How much tax does big business in Australia pay?
The UK Parliament’s Public Affairs Committee has found that companies like Starbucks, Google and Amazon pay no or little tax in the UK and they haven’t for years.
Starbucks for example, despite being ‘highly profitable’ according to its managers, has paid no tax in the UK since 2009. Google and Amazon appear to have used tax treaty countries like Ireland to divert income via Holland to tax havens tax free, or at very, very low rates.
In Australia the situation is not much different.
Google for example has sales sourced in Australia of somewhere between $1 and $2 billion a year, but last year paid either $74,00 in tax or $740,000 depending on who you read. Either way the amount is derisory, and is a result of new technology outwitting old tax treaty models and concepts.
Google’s Chairman Eric Schmidt has defended its tax avoidance activities around the globe, activities which have seen it funnel almost $10 billion into Bermuda, saving $2 billion in taxes. Here’s what Schmidt told
Bloomberg:
“I am very proud of the structure that we set up. We did it based on the incentives that the governments offered us to operate.”
The company isn’t about to turn down big savings in taxes, he said.
“It’s called capitalism,” he said. “We are proudly capitalistic.
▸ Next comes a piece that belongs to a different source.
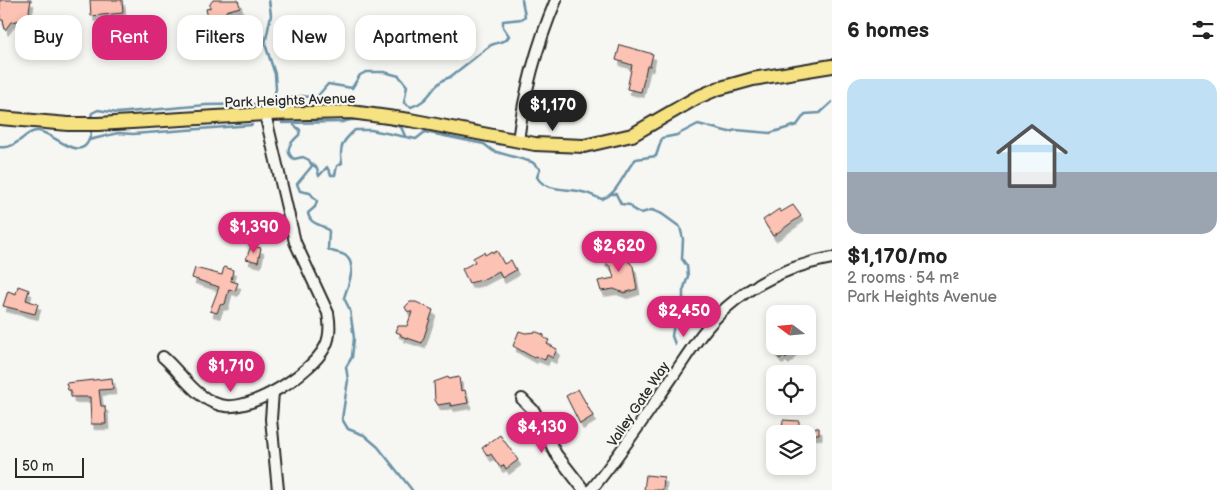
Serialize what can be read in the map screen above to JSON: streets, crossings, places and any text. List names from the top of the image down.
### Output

I’m not confused about this.”
I won’t go into the structure but if you are interested google ‘Dutch sandwich’ and ‘Double Irish’.
It looks as if Starbucks didn’t use these arrangements but instead paid subsidiaries in other countries above the odds for goods and services, thus shifting the profits to Switzerland and the Netherlands, two ‘respectable’ tax havens. From there the money can find its way into tax havens like Bermuda with no or little tax being levied on the way there. Bermuda of course like most other tax havens has no income tax.
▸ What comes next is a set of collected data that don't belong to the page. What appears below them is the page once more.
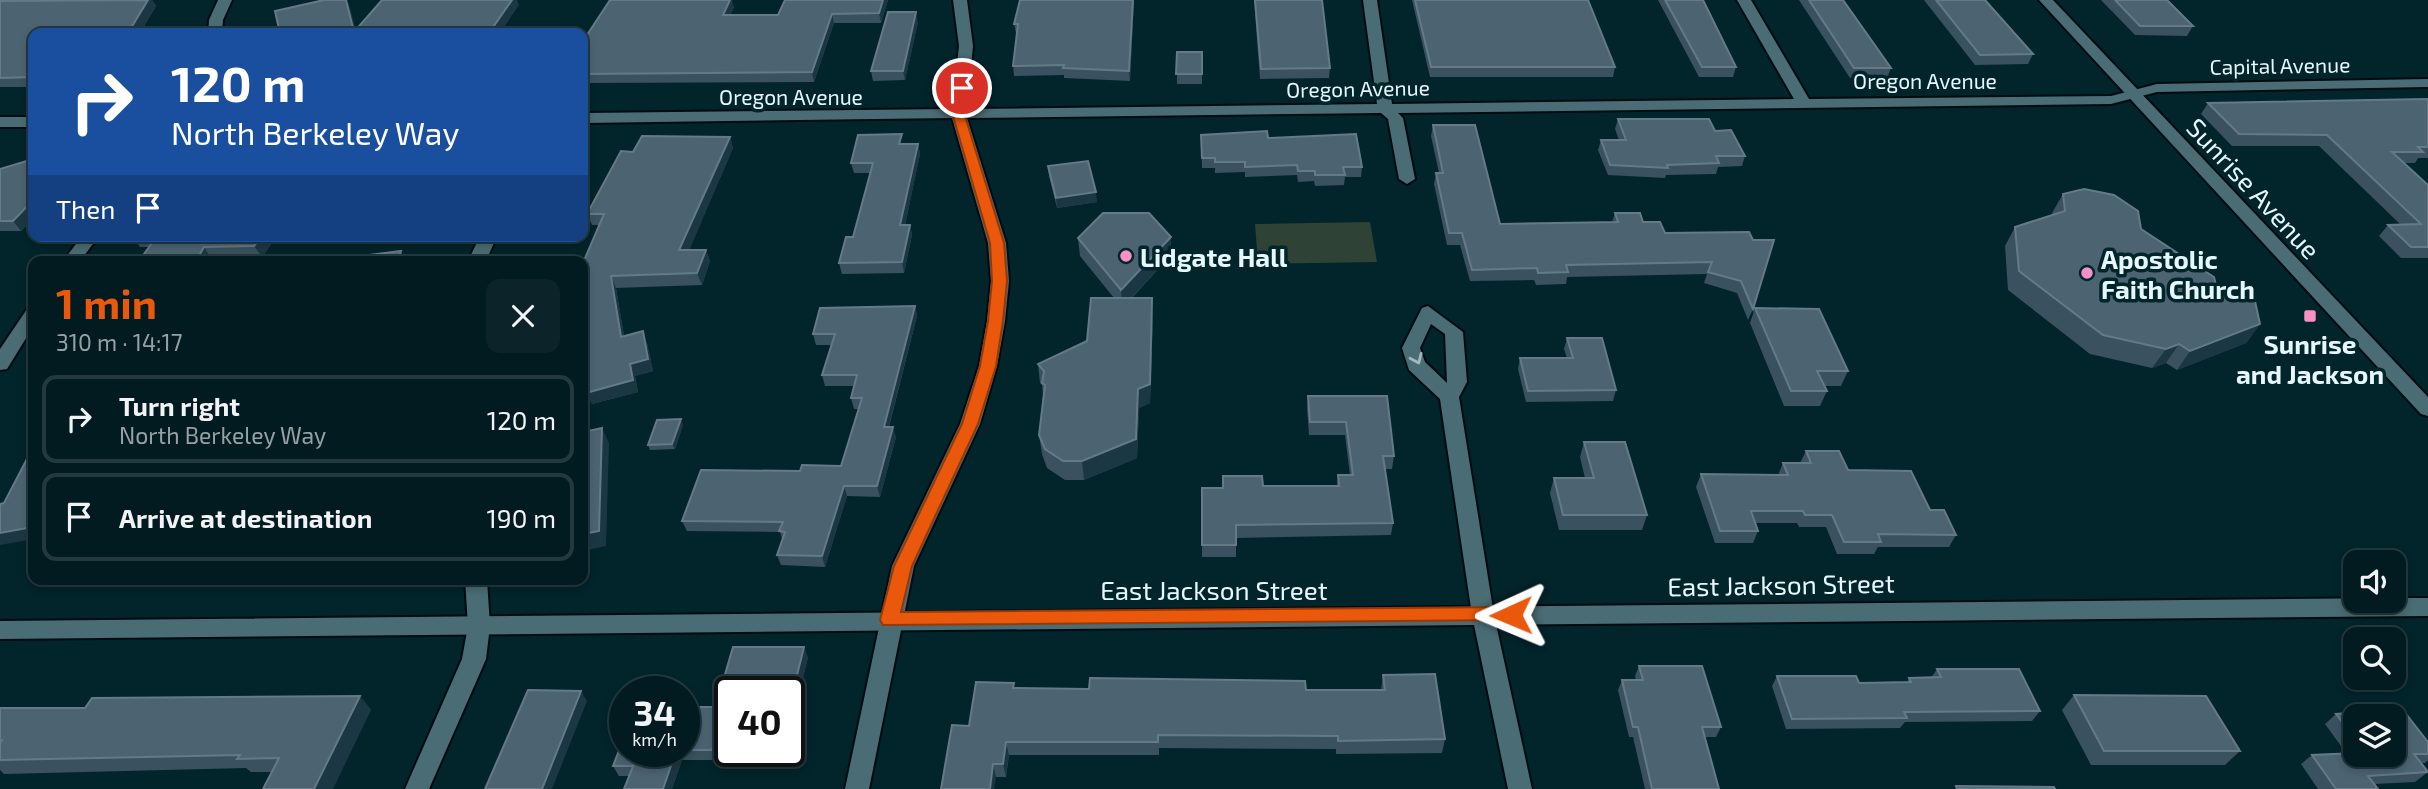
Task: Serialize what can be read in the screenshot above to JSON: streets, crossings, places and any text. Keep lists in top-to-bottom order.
{
  "streets": {
    "street": [
      "Capital Avenue",
      "Oregon Avenue",
      "Sunrise Avenue",
      "East Jackson Street"
    ]
  },
  "crossings": [
    ["Capital Avenue", "Oregon Avenue"],
    ["Capital Avenue", "Sunrise Avenue"],
    ["Oregon Avenue", "Sunrise Avenue"]
  ],
  "places": {
    "other": ["Lidgate Hall", "Apostolic Faith Church"],
    "transit": ["Sunrise and Jackson"]
  },
  "page": {
    "turn": ["120 m", "North Berkeley Way"],
    "then": "Then",
    "heading": ["1 min", "310 m · 14:17"],
    "list": [
      {
        "name": "Turn right",
        "note": "North Berkeley Way",
        "value": "120 m"
      },
      {
        "name": "Arrive at destination",
        "value": "190 m"
      }
    ],
    "speed": "34 km/h",
    "limit": "40"
  }
}
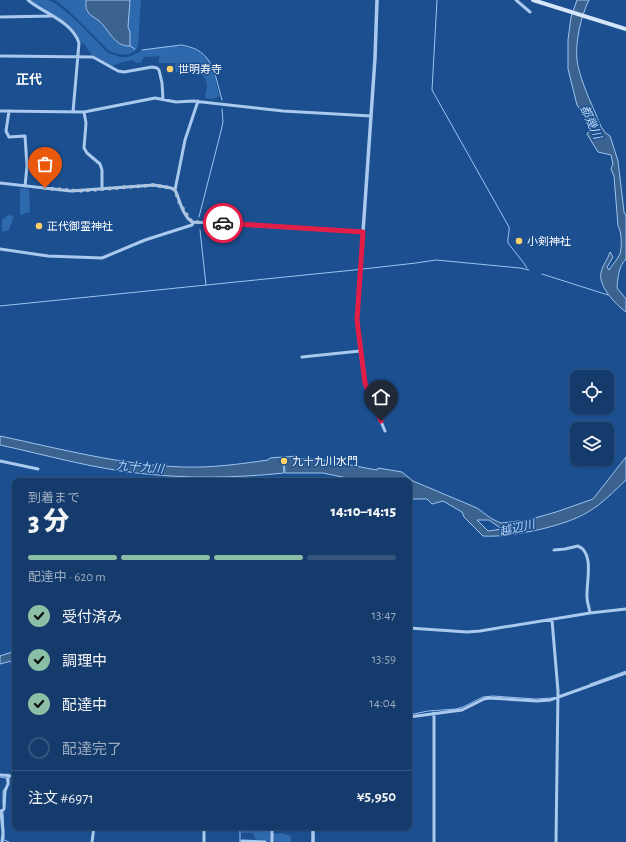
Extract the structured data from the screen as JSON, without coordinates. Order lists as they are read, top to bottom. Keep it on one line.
{"districts":["正代"],"water":["都幾川","九十九川","越辺川"],"places":["世明寿寺","正代御霊神社","小剣神社","九十九川水門"],"page":{"heading":["3 分","到着まで","14:10–14:15"],"panel":["注文 #6971","¥5,950"],"bar":"配達中 · 620 m","list":[["受付済み","13:47"],["調理中","13:59"],["配達中","14:04"],"配達完了"]}}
It would be a mistake to think that tax avoidance is just a few bad apples. As Eric Schmidt made clear, tax avoidance is at the heart of capitalism. It is of utmost importance for capitalism to reduce costs. Business views tax not as a contribution to society but as a cost to be cut, much like their wages bill.
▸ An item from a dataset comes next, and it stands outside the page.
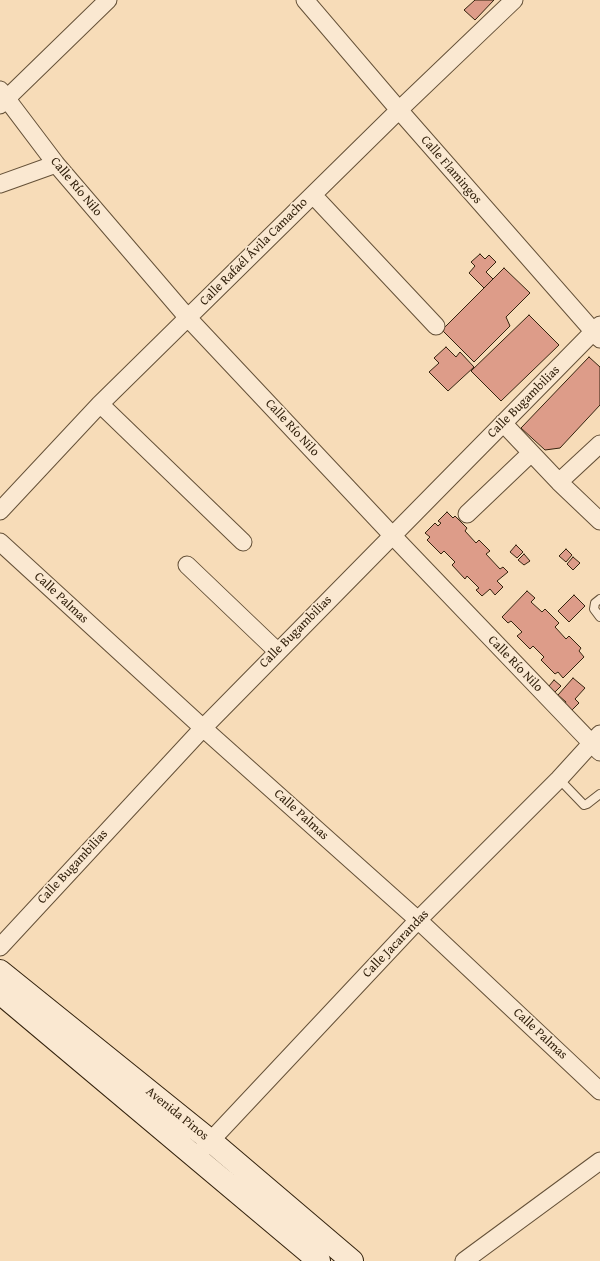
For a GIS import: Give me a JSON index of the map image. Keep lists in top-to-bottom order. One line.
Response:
{"streets":{"main road":["Avenida Pinos"],"street":["Calle Flamingos","Calle Río Nilo","Calle Rafaél Ávila Camacho","Calle Bugambilias","Calle Palmas","Calle Jacarandas"]},"crossings":[["Calle Flamingos","Calle Rafaél Ávila Camacho"],["Calle Flamingos","Calle Bugambilias"],["Calle Río Nilo","Calle Rafaél Ávila Camacho"],["Calle Río Nilo","Calle Bugambilias"],["Calle Río Nilo","Calle Jacarandas"],["Calle Bugambilias","Calle Palmas"],["Calle Palmas","Calle Jacarandas"],["Calle Jacarandas","Avenida Pinos"]]}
In Australia for example, in a speech in February 2010, Deputy Commissioner of Taxation Jim Killaly said that 40 percent of big business (those with a turnover greater than $250 million) had paid no income tax in the income years between 2005 and 2008. He also said twenty percent of those companies were actually making accounting profits.
Let’s individualise it a bit. Twiggy Forrest is one of Australia’s wealthiest men, a mining company owner and executive. His net worth is over $5 billion. Here is what the
Australian Financial Review said on 17 June last year:
Forrest has never signed a corporate income tax cheque for any of the listed companies he has run in the past 16 years.
And FMG has another $700 million in tax losses still to bring to account before he will have to do so.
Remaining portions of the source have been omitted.